Marc P. answered • 11/17/19
Ivy League Grad to Help with Standardized Tests and Academic Work
This problem is a little more complicated than the other one you posted. Let's call the location of the first team point A, the location of the second team point B, and the location of the climber point C. We can draw a triangle with points A and B along the bottom. Because we know that their altitude is 1 mile, in order to find the altitude of the climber we need the height of the triangle. We have the base of the triangle (side c), which is .5, so let's try to get side b. First we need to get angle C. Because we know the other two angles, we find C = 180 - 14 - 22 = 144. Now we can use the law of sines, which says b/sinB = c/sinC. We can rearrange this to get b = c*sinB/sinC. Because we know the length of side c and the measures of angles B and C, we can get the length of side b.
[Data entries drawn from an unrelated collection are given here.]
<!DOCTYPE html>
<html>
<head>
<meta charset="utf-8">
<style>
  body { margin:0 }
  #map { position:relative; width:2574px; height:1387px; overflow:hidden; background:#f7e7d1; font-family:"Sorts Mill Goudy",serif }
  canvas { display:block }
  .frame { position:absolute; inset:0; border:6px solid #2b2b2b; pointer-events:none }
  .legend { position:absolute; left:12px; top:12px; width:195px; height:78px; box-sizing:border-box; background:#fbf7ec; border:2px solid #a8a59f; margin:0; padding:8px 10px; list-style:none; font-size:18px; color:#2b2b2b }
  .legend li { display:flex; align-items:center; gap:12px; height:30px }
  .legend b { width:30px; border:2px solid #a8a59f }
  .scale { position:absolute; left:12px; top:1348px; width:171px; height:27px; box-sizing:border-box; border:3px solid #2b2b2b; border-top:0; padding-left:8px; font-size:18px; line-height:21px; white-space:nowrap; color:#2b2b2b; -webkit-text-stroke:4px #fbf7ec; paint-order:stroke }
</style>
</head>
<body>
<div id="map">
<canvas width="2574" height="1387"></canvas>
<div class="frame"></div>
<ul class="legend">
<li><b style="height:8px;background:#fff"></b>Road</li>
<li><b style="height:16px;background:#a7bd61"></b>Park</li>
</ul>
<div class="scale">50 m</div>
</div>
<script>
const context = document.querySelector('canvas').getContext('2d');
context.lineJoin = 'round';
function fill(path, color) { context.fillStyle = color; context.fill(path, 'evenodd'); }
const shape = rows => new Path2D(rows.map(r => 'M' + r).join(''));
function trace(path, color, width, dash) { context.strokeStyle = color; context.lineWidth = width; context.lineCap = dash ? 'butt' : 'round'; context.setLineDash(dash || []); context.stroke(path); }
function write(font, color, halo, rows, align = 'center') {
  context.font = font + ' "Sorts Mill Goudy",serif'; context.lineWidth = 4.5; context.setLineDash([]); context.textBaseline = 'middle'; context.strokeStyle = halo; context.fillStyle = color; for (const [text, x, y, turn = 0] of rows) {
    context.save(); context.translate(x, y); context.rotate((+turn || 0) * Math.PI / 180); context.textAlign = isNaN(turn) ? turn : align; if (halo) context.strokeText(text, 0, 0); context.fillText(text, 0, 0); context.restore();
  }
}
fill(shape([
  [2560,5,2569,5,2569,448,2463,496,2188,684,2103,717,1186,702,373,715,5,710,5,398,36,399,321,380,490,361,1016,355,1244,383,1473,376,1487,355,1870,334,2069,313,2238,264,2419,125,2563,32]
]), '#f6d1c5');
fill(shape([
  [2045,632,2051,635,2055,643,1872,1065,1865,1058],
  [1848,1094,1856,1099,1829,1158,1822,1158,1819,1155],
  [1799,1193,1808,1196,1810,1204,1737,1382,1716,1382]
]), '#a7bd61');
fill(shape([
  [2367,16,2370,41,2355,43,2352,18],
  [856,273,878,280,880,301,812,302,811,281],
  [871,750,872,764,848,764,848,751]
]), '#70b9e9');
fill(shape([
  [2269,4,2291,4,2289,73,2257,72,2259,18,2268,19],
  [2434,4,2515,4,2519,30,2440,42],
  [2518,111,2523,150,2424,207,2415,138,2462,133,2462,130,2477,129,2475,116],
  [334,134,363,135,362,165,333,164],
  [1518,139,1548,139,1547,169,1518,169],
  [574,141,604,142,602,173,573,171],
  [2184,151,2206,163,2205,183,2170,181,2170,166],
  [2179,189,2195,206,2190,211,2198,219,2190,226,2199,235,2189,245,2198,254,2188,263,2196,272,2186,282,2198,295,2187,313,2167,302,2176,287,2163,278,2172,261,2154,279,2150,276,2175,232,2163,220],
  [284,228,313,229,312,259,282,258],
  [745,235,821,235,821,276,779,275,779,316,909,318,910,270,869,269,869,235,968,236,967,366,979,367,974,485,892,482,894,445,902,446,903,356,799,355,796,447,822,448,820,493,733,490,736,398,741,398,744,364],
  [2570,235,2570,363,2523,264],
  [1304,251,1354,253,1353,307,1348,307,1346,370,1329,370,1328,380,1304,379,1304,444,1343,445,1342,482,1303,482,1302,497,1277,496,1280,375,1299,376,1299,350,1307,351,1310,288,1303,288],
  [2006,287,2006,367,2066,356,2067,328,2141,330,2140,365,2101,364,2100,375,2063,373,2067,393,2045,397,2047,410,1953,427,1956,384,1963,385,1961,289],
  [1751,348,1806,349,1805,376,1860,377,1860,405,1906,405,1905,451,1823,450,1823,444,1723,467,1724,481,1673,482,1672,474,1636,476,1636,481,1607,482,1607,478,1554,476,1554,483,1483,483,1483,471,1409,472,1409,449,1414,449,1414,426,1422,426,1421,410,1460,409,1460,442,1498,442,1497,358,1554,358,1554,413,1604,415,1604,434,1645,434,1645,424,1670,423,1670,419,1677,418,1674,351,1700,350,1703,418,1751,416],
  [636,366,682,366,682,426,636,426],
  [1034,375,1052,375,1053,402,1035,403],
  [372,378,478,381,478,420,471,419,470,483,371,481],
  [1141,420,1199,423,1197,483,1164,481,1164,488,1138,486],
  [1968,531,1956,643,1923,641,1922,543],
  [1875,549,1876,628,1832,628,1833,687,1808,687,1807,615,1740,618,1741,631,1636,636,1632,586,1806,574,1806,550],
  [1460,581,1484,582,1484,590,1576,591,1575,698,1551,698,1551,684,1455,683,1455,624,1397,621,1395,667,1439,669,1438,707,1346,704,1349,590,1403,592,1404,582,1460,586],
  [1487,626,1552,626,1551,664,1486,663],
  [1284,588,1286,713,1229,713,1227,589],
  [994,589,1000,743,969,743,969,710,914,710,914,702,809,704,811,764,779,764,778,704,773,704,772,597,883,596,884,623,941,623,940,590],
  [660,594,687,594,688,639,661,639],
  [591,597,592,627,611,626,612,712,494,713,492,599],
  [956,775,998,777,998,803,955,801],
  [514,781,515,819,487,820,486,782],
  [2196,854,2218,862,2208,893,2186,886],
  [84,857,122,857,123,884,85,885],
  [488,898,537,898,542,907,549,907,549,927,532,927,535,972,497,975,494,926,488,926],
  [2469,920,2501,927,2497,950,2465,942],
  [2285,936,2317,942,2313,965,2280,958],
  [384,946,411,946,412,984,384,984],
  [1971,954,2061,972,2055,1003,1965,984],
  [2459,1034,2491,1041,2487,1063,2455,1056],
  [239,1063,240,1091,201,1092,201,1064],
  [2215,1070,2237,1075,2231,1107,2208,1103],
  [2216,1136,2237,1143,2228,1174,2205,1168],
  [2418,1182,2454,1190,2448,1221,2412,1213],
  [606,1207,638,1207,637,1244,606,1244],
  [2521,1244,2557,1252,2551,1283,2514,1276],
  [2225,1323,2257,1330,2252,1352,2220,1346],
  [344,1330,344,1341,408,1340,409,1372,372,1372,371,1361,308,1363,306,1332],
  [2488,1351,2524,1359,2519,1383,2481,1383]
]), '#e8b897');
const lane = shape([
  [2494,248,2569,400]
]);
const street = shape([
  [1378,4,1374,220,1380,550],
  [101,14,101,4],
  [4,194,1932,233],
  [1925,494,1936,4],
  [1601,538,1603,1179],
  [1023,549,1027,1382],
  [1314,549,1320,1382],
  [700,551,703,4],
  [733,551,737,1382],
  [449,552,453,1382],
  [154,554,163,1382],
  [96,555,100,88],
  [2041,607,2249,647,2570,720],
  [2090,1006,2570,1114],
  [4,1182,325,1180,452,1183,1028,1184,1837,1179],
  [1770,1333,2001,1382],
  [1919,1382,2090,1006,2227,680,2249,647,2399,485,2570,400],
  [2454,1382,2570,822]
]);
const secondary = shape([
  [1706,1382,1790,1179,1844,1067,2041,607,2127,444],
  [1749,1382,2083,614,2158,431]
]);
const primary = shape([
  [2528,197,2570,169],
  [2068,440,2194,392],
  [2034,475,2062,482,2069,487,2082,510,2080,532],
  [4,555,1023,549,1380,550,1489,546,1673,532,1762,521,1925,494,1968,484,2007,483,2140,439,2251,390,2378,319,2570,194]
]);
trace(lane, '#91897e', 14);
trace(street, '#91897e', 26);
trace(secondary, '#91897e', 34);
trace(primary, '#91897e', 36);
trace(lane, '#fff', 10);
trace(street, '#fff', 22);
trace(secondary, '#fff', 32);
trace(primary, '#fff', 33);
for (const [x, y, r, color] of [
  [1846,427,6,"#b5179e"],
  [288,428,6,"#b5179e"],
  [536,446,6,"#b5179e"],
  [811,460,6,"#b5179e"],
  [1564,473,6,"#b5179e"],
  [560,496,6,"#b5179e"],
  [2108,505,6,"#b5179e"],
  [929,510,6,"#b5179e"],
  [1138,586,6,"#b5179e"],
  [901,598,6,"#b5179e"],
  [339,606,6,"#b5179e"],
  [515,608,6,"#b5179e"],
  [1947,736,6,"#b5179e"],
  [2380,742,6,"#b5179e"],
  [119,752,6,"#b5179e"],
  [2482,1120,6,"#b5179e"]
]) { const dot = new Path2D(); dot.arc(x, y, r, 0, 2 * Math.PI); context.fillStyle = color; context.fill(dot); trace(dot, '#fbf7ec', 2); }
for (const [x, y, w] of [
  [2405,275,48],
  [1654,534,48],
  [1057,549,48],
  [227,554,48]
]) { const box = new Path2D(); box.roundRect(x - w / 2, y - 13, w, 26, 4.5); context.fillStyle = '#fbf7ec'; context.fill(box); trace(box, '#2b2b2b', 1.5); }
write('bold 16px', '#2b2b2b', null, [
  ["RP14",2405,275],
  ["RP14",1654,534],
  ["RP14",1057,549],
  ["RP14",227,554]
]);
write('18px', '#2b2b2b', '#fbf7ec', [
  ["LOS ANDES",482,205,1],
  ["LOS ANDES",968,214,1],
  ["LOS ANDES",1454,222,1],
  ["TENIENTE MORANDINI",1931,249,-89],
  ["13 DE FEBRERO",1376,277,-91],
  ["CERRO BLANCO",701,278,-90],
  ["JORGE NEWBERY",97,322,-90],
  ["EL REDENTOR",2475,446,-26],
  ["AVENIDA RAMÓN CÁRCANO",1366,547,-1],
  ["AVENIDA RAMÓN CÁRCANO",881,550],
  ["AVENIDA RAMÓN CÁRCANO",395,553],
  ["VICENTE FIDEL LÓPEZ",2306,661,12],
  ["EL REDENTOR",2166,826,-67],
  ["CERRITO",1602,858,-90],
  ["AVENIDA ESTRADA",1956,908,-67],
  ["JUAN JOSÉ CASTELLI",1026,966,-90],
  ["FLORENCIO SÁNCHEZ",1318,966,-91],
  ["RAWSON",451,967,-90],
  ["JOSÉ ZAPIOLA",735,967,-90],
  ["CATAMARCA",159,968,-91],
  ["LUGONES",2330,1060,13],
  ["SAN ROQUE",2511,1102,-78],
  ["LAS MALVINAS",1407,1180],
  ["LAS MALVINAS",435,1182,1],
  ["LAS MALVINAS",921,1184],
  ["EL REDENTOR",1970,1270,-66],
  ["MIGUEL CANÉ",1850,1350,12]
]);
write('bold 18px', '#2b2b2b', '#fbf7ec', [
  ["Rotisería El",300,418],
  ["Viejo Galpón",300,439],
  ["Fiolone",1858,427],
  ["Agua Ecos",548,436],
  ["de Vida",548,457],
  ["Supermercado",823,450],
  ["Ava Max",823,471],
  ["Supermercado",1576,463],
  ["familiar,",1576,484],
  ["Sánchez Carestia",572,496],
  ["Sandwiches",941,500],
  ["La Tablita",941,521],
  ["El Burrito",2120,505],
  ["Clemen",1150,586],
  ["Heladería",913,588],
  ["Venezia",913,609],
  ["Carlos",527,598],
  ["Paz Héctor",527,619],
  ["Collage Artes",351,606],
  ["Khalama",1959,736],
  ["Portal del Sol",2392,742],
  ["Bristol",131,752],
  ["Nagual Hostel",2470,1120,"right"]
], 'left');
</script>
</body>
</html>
Now draw the triangle's height, a vertical line from point C down to a point on the base (let's call it point D). Now use the law of sines on triangle ACD:
a'/sinA = d/sinD [I'm calling the height a', since it is the side opposite angle A in the small triangle]
a' = d*sinA/sinD [multiplying both sides by sinA]
a' = b*sinA/sinD [since side b is the same as side d]
a' = b*sinA [since D = 90, so sinD = 1]
You know b and A, so now you can calculate a'.